> **Problem to solve**
Word for word, print each line of the listing below; pictures stay out.

=-=-=

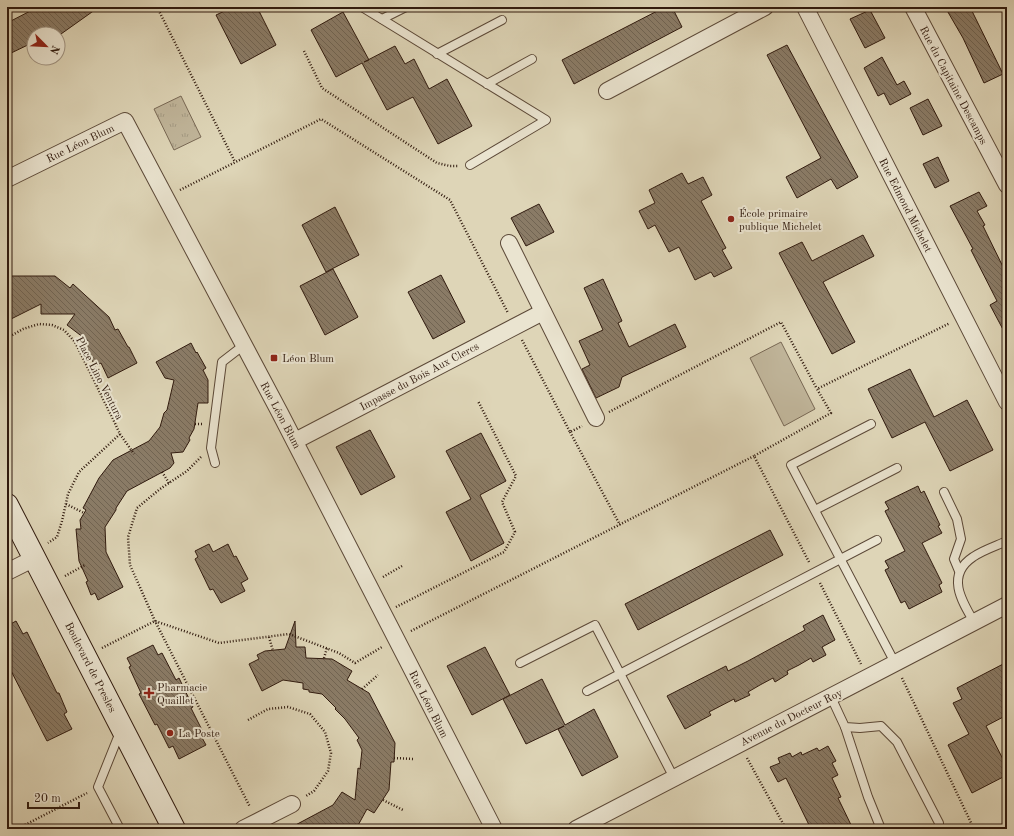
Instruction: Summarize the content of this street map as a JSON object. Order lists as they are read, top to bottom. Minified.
{"streets":{"street":["Rue du Capitaine Descamps","Rue Léon Blum","Rue Edmond Michelet","Impasse du Bois Aux Clercs","Boulevard de Presles","Avenue du Docteur Roy"],"path":["Place Lino Ventura"]},"crossings":[["Rue Léon Blum","Impasse du Bois Aux Clercs"]],"places":{"other":["École primaire publique Michelet","La Poste"],"transit":["Léon Blum"],"health":["Pharmacie Quaillet"]},"scale_bar":"20 m","north":"bottom right"}
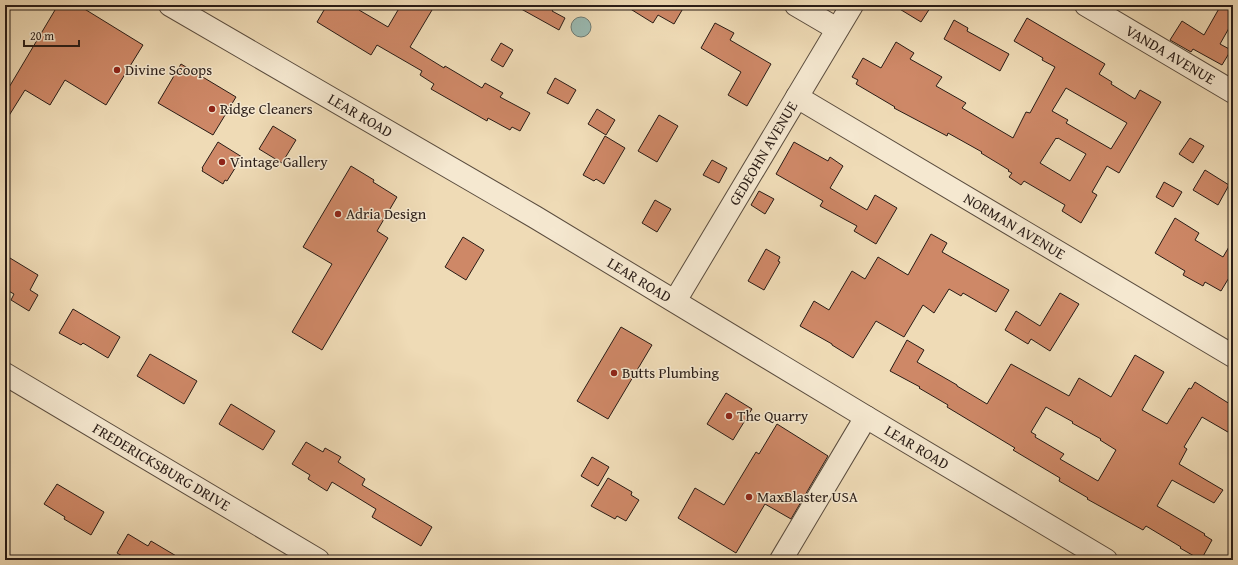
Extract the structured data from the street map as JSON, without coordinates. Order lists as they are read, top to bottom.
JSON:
{
  "streets": {
    "street": [
      "VANDA AVENUE",
      "LEAR ROAD",
      "GEDEOHN AVENUE",
      "NORMAN AVENUE",
      "FREDERICKSBURG DRIVE"
    ]
  },
  "crossings": [
    ["LEAR ROAD", "GEDEOHN AVENUE"],
    ["GEDEOHN AVENUE", "NORMAN AVENUE"]
  ],
  "places": [
    "Divine Scoops",
    "Ridge Cleaners",
    "Vintage Gallery",
    "Adria Design",
    "Butts Plumbing",
    "The Quarry",
    "MaxBlaster USA"
  ],
  "scale_bar": "20 m"
}
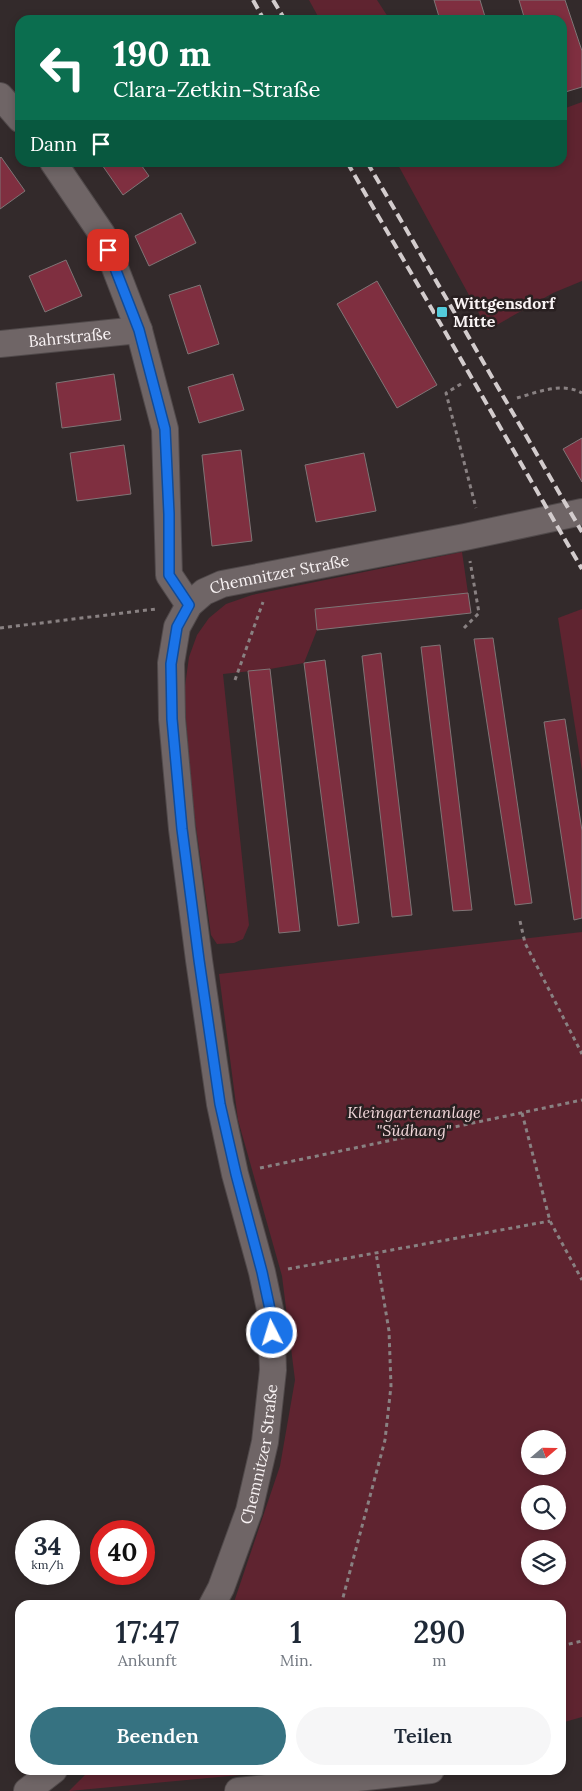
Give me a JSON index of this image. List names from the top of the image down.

=-=-=

> **Finished exercise**
Instruction: Summarize the content of this street map as a JSON object. Order lists as they are read, top to bottom. Minified.
{"streets":{"street":["Rue du Capitaine Descamps","Rue Léon Blum","Rue Edmond Michelet","Impasse du Bois Aux Clercs","Boulevard de Presles","Avenue du Docteur Roy"],"path":["Place Lino Ventura"]},"crossings":[["Rue Léon Blum","Impasse du Bois Aux Clercs"]],"places":{"other":["École primaire publique Michelet","La Poste"],"transit":["Léon Blum"],"health":["Pharmacie Quaillet"]},"scale_bar":"20 m","north":"bottom right"}
Extract the structured data from the street map as JSON, without coordinates. Order lists as they are read, top to bottom.
JSON:
{
  "streets": {
    "street": [
      "VANDA AVENUE",
      "LEAR ROAD",
      "GEDEOHN AVENUE",
      "NORMAN AVENUE",
      "FREDERICKSBURG DRIVE"
    ]
  },
  "crossings": [
    ["LEAR ROAD", "GEDEOHN AVENUE"],
    ["GEDEOHN AVENUE", "NORMAN AVENUE"]
  ],
  "places": [
    "Divine Scoops",
    "Ridge Cleaners",
    "Vintage Gallery",
    "Adria Design",
    "Butts Plumbing",
    "The Quarry",
    "MaxBlaster USA"
  ],
  "scale_bar": "20 m"
}
Give me a JSON index of this image. List names from the top of the image down.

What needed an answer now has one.